One day they came to a small town that was heavily fortified. Outside the gates defensive ramparts ran house-high around the entire city wall, but there was no sentinel standing up there or at the wide-open gates. Robert refused to enter the town, and he implored his companion not to go in either. Just then a bell tolled. A priest came out of the city gates, a cross in his hands, and behind him came three carts, two drawn by horses and one by a pair of oxen. The carts were piled high with corpses. A couple of men in strange coats, their faces shrouded in hoods, ran alongside and spurred the animals on.
Robert disappeared, white-faced. Goldmund followed the death carts at a short distance. They advanced a few hundred steps farther; there was no cemetery: a hole had been dug in the middle of the deserted heath, only three spades deep but vast as a hall. Goldmund stood and looked on as the men pulled the corpses from the carts with staffs and boat hooks and tossed them into the vast hole. He saw the murmuring priest swing his cross over them and walk away, saw the men light huge fires all around the flat grave and silently creep back into the city. No one had tried to throw any earth over the pit. Goldmund looked in: fifty or more persons lay there, piled one on top of the other, many of them naked. Stiff and accusing, an arm or a leg rose in the air, a shirt fluttered timidly in the wind.
When he came back, Robert begged him almost on his knees to flee this place. He had good reason to beg, for he saw in Goldmund's absent look the absorption in and concentration on horror, that dreadful curiosity that had become all too familiar. He was not able to hold his friend back. Alone, Goldmund walked into the town.

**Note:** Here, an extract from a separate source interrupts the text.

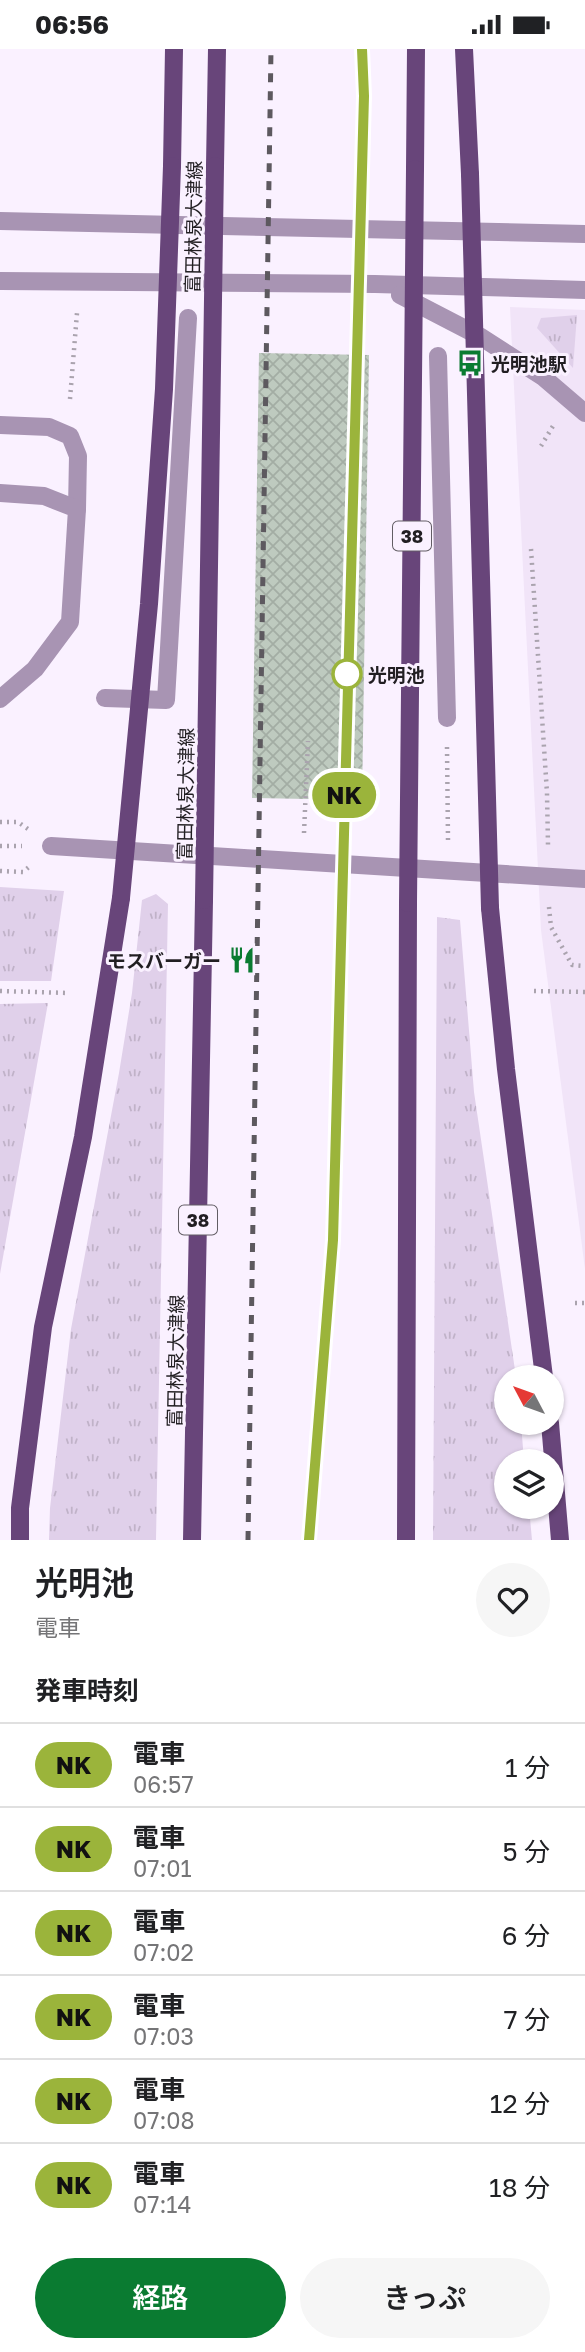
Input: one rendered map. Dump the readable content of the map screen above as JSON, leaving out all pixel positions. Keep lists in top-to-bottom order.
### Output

He walked through the unguarded gates, and at the echo of his steps many towns and gates rose up in his memory. He remembered how he had walked through them, how he had been received by screaming children, playing boys, quarreling women, the hammering of a forge, the crystal sound of the anvil, the rattling of carts and many other sounds, delicate and coarse, all braided together as though into a web that bore witness to many forms of human labor, joy, bustle, and communication. Here, under this yellow gate, in this empty street, nothing echoed, no one laughed, no one cried, everything lay frozen in deathly silence, cut by the overloud, almost noisy chatter of a running well. Behind an open window he saw a baker amid his loafs and rolls. Goldmund pointed to a roll; the baker carefully handed it out to him on a long baking shovel, waited for Goldmund to place money into the shovel, and angrily, but without cursing, closed his little window when the stranger bit into the roll and walked on without paying. Before the windows of a pretty house stood a row of earthen jars in which flowers had once bloomed. Now wilted leaves hung down over scraps of pottery. From another house came the sound of sobbing, the misery of children's voices crying. In the next street Goldmund saw a pretty girl standing behind an upper-floor window, combing her hair. He watched her until she felt his eyes and looked down, blushing, and when he gave her a friendly smile, slowly a faint smile spread over her blushing face.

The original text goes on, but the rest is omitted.